▶ [Exercise]:
Only lines containing the string "summary" belong in the answer; copy all of them from the entries.
-----
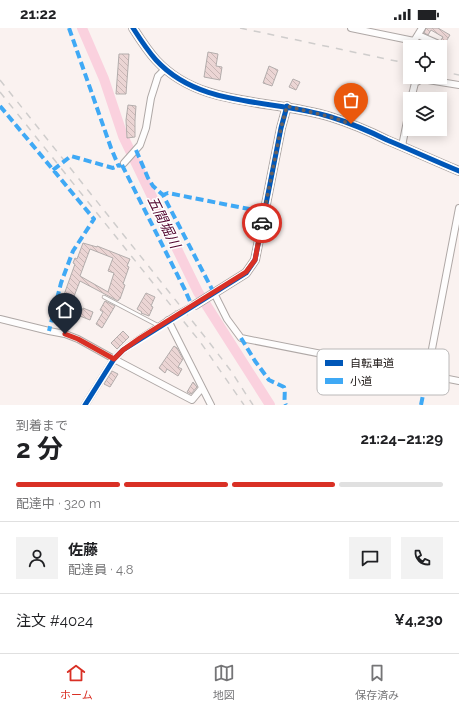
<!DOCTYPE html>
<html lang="ja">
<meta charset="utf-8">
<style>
:root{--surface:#fff;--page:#f2f2f2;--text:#202124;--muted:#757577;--line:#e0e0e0;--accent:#d93025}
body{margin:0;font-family:Raleway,"Noto Sans JP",sans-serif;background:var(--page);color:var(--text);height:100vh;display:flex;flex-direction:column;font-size:15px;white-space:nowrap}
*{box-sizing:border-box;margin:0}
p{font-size:13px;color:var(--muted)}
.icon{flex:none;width:22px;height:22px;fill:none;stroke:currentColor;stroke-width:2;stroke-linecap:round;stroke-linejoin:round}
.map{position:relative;height:377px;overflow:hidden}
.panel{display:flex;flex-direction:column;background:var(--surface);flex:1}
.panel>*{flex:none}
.buttons{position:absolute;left:403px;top:12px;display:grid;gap:8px}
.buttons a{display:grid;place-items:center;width:44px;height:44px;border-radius:0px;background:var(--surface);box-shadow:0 2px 10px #0003;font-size:20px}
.pin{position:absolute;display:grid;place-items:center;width:34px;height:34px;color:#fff;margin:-41px -17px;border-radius:50% 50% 50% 0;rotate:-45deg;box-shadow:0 0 4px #0007}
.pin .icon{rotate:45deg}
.courier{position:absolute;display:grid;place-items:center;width:40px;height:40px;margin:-20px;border:3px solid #d93025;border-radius:50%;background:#fff;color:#222;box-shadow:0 1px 5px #0007}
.summary em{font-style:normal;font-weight:700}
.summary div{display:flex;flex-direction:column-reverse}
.summary{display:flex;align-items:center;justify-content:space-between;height:68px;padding:0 16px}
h1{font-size:26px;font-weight:700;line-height:30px}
.bar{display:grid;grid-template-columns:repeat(4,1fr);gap:6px 4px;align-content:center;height:48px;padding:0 16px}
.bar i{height:5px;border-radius:3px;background:var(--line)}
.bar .on{background:var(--accent)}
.bar p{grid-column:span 4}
.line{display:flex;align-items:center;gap:10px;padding:0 16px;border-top:1px solid var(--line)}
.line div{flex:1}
.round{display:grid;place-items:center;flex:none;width:42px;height:42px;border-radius:0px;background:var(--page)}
.status{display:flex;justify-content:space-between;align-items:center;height:28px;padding:0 20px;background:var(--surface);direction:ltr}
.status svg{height:11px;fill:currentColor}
.tabs{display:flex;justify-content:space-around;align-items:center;height:56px;border-top:1px solid var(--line);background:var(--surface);font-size:11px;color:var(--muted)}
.tabs a{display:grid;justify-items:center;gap:2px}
.tabs .on{color:var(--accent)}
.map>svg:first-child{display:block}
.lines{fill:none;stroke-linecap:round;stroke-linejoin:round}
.river{stroke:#fad1de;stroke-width:10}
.building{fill:url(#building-back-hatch);stroke:#b3adac;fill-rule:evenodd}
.service-casing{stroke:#afa8a6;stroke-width:4.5}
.minor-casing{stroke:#afa8a6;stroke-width:8}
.tertiary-casing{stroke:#afa8a6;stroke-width:10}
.service{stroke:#fefdfd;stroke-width:3}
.minor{stroke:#fefdfd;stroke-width:6}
.tertiary{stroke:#fefdfd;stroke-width:8}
.rail{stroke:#cfcdcc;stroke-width:1.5;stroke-dasharray:7 7;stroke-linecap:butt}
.quiet{stroke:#3fa9f5;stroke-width:4;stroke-dasharray:8 4;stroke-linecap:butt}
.cycleway-casing{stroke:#fff;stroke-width:8}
.cycleway{stroke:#0057b8;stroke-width:5}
.done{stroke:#68615f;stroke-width:4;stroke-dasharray:0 7.2}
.route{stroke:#d93025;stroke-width:5}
.labels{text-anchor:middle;stroke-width:3;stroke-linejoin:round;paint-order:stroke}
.water-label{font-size:14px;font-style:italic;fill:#52052e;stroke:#fff}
.key{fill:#fff;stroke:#bab8b8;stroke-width:1}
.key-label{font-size:11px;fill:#191311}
</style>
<div class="status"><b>21:22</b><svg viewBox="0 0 49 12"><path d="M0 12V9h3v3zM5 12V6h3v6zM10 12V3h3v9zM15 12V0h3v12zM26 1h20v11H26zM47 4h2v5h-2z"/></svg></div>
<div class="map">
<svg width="459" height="377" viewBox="0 0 459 377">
<defs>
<pattern id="building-back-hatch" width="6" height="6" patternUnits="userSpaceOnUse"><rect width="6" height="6" fill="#ebd5d4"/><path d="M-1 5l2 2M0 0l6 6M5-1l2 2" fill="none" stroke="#c9b6b5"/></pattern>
</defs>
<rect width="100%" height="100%" fill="#faf2f0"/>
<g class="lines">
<!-- river -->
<path class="river" d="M82,0L104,51L123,108L178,223L198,264L270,377"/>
</g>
<!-- building -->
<path class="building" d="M426,0H438L450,7L445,15L441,12L443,9L431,2L428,7L424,5Z
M420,13L426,16L424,19H412L418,16Z
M208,24L218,26L216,38L222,39L220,52L204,49Z
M119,26H129L126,66H116Z
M269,38L278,42L272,58L263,55Z
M293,51L300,54L296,62L289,59Z
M128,77L136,78L135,92V109L127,110L126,92Z
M83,215L97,219V218L130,231L127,238L129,239L123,256L125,257L120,271H119L118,273L80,253L71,276L73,277L64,300L56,297L59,290L56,289L75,236L73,235L75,230L77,231ZM90,221L113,230L108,243L114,245L108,264L80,248Z
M146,265L155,269L151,278L153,279L149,288L141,285L142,284L137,281Z
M105,273L115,278L102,300L96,296L103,284L100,282Z
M83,280L93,284L90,292L80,288Z
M123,303L129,309L117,321L111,315Z
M174,318L177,320L183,331L178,339L182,341L178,348L167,341L165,345L159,340Z
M112,343L118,346L110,359L104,356Z
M193,354L197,359L191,366L187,364Z"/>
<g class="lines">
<defs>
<path id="service" d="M104,269L159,298"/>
<path id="minor" d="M351,0L414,13L422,0
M418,7L441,17
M411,71L415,55L422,51L459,57
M402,118L410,78
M124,135L140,117L146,100L151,70L158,48L165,41
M214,265L227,291L241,310L459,353
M0,291L49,303L65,306L78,311L114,331L192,372L202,360
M168,292L211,377
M427,347L459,180
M85,377L114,331L123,322L175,288L195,277"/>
<path id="tertiary" d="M133,0C140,11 147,22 156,32C201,81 272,70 331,89C350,95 369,103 387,112C411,122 435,133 459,143
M195,277L246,245L255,232L281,100L287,78"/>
</defs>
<!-- service casing -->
<use href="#service" class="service-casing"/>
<!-- minor casing -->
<use href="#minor" class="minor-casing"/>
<!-- tertiary casing -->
<use href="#tertiary" class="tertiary-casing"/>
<!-- service -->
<use href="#service" class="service"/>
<!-- minor -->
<use href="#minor" class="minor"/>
<!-- tertiary -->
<use href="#tertiary" class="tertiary"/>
<!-- rail -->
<path class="rail" d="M240,0L410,36
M440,43L459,47
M0,52L209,314L231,343L253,377
M0,64L201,315L244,377"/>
<!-- quiet -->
<path class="quiet" d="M69,0L111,120L119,139
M0,78L94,191L73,223L61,255L49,303
M136,122L148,150L153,158L163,167
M122,137L185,262L192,278
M53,142L71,128L113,140L121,137
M214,265L163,167L168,165L264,184
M241,310L255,333L269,352L284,359C286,365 283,372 286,377
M421,377L427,347"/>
<defs>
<path id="cycleway" d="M133,0C140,11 147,22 156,32C201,81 272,70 331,89C350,95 369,103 387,112C411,122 435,133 459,143
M85,377L114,331L123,322L246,245L255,232L281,100L287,78"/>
</defs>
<!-- cycleway casing -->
<use href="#cycleway" class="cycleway-casing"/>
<!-- cycleway -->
<use href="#cycleway" class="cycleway"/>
</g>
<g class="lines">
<!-- done -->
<path class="done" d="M262,195L281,100L287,78L331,89L351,96"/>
<!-- route -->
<path class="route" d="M65,306L78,311L114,331L123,322L140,310L246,244L255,232L262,195"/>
</g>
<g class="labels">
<!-- water labels -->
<g class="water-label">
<text transform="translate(164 194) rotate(64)" y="5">五間堀川</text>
</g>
</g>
<!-- legend -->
<rect x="317" y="321" width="132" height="46" rx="6" class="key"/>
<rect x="325" y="332" width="18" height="6" fill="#0057b8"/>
<rect x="325" y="350" width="18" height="6" fill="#3fa9f5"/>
<g class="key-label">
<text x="350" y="339">自転車道</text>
<text x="350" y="357">小道</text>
</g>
</svg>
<div class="buttons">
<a><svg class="icon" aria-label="locate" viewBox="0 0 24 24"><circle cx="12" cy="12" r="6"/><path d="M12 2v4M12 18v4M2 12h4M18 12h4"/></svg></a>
<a><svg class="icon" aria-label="layers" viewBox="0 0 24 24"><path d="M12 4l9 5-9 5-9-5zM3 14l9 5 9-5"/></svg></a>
</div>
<div class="pin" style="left:351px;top:96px;background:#ea580c"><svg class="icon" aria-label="bag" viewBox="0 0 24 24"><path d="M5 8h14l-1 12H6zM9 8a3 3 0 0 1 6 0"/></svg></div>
<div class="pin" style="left:65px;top:306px;background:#1f2937"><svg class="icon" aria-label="home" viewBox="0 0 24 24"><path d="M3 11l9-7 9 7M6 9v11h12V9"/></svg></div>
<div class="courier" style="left:262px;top:195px"><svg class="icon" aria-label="car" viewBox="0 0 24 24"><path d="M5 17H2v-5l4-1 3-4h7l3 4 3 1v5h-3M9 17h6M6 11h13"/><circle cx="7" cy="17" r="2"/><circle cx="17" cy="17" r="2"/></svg></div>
</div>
<section class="panel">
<div class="summary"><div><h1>2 分</h1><p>到着まで</p></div><em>21:24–21:29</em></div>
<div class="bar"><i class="on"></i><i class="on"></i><i class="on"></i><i></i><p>配達中 · 320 m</p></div>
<div class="line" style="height:72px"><a class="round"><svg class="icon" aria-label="person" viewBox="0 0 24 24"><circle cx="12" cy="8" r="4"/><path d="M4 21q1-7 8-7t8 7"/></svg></a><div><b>佐藤</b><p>配達員 · 4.8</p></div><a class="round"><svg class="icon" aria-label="chat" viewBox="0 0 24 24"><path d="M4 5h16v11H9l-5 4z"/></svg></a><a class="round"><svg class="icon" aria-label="phone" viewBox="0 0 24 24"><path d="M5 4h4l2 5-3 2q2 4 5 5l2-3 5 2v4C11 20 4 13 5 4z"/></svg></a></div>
<div class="line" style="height:52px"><div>注文 #4024</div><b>¥4,230</b></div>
</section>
<nav class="tabs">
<a class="on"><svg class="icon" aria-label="home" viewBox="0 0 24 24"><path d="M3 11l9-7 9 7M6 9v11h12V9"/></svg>ホーム</a>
<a><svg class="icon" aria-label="map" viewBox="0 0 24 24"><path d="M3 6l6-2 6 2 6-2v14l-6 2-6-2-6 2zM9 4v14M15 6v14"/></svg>地図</a>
<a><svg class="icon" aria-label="saved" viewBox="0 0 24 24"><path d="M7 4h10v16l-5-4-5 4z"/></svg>保存済み</a>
</nav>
-----
▶ [The answer]:
.summary em{font-style:normal;font-weight:700}
.summary div{display:flex;flex-direction:column-reverse}
.summary{display:flex;align-items:center;justify-content:space-between;height:68px;padding:0 16px}
<div class="summary"><div><h1>2 分</h1><p>到着まで</p></div><em>21:24–21:29</em></div>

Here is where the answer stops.